You’re right. It feels like I’m reaching into a well for a handful of water, but the surface level has dropped far, far down.
Like we left it all back in the Fallen Kingdoms.
Except that’s clearly not true for Starchild, and maybe not for Rip.
“So how can the rest of us do that?” Lisa asked, turning back to Azma.
“It likely differs for each of you,” Azma said. “Starchild and Peter have the benefit that their bond already crosses the barrier between worlds. Since they are already reaching beyond this world, drawing power from beyond it as well was relatively simple.”
“Can’t we just think about the Fallen Kingdoms or something and do the same?” Jamal asked.
“Perhaps. I encourage you to try. It may be that is the key for you,” Azma said.
“Why wouldn’t it be the key for all of us?” Rose asked.
“Those of you who are familiar with this world also have the structure of its reality engraved within you. Magic is not a common and easily accessible thing here, but the laws of physics are dependable to startling regularity. Those two traits are often, though not always, found together. For you that means you are coded with an obedience to that structure of reality – magic is impossible, physics is iron clad. You’ve experienced another world, where the balance of those two traits is different though, so it is possible for you to live within the structure of one world in place of the other.”
“You said we’re coded to obedience? What does that mean?” Lisa asked.

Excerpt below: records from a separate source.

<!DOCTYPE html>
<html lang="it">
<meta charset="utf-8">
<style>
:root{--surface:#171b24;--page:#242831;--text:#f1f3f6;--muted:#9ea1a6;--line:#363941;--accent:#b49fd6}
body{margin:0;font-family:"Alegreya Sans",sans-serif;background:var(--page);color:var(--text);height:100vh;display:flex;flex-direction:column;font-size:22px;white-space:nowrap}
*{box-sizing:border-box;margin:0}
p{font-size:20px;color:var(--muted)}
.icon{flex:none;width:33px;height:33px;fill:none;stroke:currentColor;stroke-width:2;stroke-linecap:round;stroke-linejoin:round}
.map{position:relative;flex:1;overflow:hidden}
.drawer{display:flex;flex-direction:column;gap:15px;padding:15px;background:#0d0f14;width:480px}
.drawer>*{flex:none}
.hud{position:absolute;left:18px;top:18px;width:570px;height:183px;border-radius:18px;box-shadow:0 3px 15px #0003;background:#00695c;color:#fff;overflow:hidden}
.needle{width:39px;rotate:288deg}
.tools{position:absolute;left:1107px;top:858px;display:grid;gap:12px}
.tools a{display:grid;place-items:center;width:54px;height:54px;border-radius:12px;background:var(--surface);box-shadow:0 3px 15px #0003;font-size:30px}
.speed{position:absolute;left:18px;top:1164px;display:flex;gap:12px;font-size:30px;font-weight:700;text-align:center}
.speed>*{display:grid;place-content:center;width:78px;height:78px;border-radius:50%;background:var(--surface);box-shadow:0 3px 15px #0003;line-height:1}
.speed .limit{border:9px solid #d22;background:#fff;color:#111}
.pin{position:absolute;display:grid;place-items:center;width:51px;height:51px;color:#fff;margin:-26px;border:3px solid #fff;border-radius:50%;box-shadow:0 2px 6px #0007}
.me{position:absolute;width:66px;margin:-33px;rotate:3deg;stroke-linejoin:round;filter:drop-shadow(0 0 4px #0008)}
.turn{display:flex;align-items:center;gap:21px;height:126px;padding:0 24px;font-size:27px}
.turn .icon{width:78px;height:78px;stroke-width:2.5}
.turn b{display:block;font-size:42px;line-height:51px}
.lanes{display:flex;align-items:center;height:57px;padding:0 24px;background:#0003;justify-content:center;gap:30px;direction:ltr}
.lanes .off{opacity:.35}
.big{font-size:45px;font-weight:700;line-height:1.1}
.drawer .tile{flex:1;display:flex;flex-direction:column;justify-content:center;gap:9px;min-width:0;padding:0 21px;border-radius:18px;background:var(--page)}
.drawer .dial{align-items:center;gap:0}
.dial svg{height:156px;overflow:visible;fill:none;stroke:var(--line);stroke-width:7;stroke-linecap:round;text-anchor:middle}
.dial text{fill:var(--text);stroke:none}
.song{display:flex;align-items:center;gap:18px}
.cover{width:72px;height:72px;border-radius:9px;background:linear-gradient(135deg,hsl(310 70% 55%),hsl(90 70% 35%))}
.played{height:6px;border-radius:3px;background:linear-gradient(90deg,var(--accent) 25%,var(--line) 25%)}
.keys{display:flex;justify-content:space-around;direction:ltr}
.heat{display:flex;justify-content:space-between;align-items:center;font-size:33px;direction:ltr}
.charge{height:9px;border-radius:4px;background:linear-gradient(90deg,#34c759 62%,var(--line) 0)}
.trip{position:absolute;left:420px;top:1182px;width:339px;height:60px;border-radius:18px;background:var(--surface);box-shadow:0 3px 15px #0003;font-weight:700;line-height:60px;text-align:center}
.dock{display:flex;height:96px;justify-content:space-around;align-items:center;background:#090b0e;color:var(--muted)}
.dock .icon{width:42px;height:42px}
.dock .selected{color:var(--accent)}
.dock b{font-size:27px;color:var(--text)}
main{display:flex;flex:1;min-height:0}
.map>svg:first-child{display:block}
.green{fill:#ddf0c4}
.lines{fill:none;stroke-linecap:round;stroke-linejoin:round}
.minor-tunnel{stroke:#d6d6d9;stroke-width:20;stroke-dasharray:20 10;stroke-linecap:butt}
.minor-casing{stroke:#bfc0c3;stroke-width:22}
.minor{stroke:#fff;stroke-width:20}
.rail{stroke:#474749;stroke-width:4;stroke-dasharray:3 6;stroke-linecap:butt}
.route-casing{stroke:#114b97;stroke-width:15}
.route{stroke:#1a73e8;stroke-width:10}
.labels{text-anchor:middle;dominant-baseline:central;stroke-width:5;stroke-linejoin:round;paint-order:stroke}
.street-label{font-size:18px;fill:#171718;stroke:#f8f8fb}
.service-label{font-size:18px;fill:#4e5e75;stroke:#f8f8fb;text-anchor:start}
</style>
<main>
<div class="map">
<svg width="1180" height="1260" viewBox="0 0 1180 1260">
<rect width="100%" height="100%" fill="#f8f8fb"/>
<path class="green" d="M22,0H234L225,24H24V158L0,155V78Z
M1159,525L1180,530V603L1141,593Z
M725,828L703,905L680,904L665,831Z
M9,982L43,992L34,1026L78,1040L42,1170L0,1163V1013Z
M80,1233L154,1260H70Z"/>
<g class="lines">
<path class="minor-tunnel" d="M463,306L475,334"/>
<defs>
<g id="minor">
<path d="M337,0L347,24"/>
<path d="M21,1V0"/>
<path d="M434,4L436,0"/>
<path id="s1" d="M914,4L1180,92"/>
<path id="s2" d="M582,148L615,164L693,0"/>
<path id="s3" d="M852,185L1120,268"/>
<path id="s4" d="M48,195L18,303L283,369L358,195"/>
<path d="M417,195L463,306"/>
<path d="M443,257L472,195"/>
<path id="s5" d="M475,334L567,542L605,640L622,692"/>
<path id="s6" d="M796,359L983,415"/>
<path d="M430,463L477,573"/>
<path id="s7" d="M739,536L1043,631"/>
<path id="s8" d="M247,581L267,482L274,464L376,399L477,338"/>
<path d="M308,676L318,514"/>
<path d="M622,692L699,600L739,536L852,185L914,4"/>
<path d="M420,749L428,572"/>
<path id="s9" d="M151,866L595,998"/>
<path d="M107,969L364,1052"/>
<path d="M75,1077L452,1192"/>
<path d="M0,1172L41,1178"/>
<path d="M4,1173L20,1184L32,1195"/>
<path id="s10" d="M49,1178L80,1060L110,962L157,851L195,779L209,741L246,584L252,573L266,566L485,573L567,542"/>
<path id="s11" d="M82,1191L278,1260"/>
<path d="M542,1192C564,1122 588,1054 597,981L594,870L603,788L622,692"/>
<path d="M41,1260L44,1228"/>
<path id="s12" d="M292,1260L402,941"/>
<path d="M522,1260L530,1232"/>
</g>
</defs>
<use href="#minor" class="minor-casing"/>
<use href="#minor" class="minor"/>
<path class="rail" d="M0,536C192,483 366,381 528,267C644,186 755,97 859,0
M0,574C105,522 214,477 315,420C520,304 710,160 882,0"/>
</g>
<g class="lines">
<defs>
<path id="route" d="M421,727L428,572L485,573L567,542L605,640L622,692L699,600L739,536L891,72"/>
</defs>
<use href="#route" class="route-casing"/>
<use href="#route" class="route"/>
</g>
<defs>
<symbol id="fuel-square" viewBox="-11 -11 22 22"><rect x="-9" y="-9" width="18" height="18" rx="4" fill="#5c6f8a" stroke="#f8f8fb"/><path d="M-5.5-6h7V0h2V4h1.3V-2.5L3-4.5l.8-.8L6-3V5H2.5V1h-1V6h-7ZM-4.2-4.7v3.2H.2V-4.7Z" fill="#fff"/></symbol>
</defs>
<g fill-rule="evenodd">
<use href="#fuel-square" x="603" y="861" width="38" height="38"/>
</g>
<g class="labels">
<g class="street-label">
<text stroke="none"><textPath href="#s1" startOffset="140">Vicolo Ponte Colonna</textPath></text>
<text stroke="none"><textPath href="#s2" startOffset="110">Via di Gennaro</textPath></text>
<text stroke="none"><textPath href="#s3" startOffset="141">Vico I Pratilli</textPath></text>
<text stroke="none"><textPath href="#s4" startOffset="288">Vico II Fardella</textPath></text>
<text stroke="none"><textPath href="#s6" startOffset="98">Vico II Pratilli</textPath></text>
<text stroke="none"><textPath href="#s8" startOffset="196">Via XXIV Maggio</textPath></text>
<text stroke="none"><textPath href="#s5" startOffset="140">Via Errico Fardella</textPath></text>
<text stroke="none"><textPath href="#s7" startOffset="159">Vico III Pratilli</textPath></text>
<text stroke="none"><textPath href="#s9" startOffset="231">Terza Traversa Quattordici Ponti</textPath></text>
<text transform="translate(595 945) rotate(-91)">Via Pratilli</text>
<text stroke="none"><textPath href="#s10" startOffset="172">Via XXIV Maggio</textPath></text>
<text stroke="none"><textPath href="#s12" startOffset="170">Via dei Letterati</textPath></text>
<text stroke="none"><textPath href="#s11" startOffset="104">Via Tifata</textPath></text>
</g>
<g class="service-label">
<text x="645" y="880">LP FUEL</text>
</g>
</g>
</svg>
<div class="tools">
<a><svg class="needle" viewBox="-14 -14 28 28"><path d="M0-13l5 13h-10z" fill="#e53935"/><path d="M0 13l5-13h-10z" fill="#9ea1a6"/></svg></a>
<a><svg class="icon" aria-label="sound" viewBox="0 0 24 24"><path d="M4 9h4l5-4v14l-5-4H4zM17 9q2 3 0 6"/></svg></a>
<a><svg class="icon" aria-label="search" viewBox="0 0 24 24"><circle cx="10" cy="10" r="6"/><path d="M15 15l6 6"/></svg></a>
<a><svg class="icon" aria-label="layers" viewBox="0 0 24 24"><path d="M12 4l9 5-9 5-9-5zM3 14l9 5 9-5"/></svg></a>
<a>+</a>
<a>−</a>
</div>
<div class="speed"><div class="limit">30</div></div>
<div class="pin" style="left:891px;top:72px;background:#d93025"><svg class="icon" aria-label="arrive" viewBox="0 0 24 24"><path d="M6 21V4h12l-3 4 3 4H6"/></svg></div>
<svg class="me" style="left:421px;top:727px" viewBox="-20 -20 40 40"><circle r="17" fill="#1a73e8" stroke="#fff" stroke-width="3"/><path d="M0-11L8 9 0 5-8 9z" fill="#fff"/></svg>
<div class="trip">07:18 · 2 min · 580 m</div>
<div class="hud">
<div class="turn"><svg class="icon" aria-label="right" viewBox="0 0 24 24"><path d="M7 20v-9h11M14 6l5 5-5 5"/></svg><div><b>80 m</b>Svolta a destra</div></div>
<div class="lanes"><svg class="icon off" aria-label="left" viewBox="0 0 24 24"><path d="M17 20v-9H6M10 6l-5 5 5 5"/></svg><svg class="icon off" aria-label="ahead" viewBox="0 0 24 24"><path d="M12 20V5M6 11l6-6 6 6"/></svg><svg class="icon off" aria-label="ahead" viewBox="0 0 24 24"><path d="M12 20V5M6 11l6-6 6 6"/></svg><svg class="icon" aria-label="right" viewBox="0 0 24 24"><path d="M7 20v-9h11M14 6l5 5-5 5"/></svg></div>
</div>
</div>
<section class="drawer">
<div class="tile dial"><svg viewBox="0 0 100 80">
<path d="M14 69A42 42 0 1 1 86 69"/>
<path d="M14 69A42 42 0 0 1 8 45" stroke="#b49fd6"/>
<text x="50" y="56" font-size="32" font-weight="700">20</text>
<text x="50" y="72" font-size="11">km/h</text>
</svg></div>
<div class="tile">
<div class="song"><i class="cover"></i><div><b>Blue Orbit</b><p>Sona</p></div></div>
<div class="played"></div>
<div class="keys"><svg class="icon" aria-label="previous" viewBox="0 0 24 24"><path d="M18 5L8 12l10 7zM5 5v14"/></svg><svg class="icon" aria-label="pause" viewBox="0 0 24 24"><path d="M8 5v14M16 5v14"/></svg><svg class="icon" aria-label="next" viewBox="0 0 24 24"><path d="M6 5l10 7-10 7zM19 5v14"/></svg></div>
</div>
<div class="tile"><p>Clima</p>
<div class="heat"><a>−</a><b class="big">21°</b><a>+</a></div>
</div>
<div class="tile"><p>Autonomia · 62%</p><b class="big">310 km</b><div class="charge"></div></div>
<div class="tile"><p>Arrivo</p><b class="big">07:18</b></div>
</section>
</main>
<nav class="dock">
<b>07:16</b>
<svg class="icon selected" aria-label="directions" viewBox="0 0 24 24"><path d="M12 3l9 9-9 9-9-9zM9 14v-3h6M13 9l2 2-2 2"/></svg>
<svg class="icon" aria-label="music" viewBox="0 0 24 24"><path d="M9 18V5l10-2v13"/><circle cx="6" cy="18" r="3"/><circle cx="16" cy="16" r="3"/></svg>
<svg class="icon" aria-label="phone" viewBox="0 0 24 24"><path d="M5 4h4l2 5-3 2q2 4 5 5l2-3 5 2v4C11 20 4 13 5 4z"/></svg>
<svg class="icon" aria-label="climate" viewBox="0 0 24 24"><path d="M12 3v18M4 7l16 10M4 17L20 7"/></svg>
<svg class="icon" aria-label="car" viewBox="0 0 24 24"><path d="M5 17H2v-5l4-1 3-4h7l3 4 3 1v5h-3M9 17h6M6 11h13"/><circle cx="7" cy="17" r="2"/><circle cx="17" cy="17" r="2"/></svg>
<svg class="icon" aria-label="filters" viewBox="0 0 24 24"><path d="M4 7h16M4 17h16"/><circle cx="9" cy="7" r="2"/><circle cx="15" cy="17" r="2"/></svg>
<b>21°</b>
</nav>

“Very little in the end,” Azma said. “Understand, I do not speak of obedience in terms of your conscious choices, but rather in the fundamental essences of your beings here. Obedience to the physical and mystical laws which this world is built from. You do not, for example, choose to be effected by gravity. You are simply obedient to its existence, whether you wish to be or not.”
“Yeah, always, except when we’re not,” Tessa said, a drifting feeling flowing through her mind. She laughed, letting the idea pull her in, or perhaps outwards. “We’re all rebels. We’ve all been disobedient haven’t we?”
“We have?” Rose asked.
Lisa’s eyes widened as she saw what Tessa had.
“We’ve already worked magic here. Twice now. All of us,” Lisa said.
“When we left and when we came back,” Tessa said.
“Three times, at least,” Azma said. “Or did you think you survived the robots bomb blast through anything like natural means?”